Exercise aim
Among the lines of the records, please find those that contain the word "data" and copy them.

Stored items
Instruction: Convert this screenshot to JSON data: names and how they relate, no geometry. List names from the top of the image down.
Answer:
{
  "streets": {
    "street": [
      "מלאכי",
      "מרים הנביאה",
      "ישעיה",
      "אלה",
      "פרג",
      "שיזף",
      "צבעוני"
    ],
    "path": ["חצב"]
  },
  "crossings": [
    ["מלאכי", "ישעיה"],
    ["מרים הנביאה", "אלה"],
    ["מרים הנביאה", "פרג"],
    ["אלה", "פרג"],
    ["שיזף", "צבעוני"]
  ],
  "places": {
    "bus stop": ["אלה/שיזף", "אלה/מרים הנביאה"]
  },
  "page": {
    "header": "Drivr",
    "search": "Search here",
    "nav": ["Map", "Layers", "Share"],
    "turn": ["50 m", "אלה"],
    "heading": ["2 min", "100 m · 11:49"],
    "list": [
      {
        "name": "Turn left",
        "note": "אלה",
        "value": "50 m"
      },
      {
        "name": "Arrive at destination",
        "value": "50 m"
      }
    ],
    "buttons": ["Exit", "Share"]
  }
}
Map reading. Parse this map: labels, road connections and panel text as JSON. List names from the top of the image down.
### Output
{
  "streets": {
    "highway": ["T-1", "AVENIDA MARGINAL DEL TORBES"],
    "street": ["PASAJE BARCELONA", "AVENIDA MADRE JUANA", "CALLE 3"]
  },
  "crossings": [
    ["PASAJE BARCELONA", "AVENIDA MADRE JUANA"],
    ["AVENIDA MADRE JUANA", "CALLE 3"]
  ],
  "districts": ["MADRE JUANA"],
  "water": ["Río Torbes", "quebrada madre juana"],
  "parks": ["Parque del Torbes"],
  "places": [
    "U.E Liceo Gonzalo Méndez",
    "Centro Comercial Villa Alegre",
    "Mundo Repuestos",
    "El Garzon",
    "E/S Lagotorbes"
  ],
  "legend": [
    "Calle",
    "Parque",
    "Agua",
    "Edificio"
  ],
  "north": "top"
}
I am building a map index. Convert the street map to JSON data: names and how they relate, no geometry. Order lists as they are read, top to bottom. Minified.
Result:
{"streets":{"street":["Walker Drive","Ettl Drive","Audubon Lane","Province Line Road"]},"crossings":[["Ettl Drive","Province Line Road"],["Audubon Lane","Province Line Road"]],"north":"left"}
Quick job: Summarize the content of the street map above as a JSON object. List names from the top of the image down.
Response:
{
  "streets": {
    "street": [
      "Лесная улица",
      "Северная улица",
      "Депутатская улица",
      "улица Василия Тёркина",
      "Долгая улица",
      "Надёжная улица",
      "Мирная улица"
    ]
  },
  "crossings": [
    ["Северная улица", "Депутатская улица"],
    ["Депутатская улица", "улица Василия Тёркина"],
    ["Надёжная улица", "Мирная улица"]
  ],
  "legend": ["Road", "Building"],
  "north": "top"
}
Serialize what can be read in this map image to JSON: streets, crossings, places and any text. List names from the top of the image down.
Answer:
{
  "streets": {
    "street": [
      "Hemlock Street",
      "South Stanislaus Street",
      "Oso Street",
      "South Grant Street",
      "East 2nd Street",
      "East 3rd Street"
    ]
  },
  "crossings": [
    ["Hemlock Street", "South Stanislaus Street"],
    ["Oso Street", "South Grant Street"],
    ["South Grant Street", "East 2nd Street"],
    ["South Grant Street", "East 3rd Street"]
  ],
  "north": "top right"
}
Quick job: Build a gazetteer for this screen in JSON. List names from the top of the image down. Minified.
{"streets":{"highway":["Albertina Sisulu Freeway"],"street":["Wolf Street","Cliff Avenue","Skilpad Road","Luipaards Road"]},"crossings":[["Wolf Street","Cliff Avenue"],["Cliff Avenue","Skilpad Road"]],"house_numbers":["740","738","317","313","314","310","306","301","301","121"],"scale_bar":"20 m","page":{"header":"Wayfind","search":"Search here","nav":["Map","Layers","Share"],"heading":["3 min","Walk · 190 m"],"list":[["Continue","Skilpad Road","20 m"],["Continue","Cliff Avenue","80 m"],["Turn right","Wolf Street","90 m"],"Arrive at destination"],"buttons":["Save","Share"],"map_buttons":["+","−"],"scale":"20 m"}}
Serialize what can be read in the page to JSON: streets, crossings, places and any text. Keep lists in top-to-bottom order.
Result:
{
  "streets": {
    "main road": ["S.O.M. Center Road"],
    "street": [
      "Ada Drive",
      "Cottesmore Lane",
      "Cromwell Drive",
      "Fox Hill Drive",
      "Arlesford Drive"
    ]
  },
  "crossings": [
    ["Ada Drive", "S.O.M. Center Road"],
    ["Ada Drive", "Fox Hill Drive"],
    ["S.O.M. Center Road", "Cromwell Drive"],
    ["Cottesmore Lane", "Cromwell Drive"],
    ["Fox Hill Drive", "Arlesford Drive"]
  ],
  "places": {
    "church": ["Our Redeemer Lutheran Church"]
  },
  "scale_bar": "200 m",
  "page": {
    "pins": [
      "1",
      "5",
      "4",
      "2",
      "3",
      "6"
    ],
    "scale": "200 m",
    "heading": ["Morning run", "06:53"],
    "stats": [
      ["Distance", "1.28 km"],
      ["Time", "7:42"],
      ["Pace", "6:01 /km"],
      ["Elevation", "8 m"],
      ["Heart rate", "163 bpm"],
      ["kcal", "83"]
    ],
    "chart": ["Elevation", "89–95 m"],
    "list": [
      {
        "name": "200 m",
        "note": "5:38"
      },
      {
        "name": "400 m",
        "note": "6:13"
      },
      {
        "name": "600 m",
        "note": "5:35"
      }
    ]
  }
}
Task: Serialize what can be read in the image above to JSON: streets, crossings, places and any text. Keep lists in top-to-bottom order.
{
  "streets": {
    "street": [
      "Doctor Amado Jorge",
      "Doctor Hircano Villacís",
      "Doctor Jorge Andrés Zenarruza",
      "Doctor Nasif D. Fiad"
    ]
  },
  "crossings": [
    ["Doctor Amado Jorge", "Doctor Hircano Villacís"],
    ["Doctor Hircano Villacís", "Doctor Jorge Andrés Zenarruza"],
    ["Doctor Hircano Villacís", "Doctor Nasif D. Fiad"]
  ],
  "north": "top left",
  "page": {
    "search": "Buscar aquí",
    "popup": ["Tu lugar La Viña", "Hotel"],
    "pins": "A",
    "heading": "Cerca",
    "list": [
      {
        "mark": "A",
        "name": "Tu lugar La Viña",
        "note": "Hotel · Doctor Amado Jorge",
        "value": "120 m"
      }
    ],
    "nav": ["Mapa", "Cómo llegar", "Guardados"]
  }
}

Solution to the problem
Instruction: Convert this screenshot to JSON data: names and how they relate, no geometry. List names from the top of the image down.
I am building a map index. Convert the street map to JSON data: names and how they relate, no geometry. Order lists as they are read, top to bottom. Minified.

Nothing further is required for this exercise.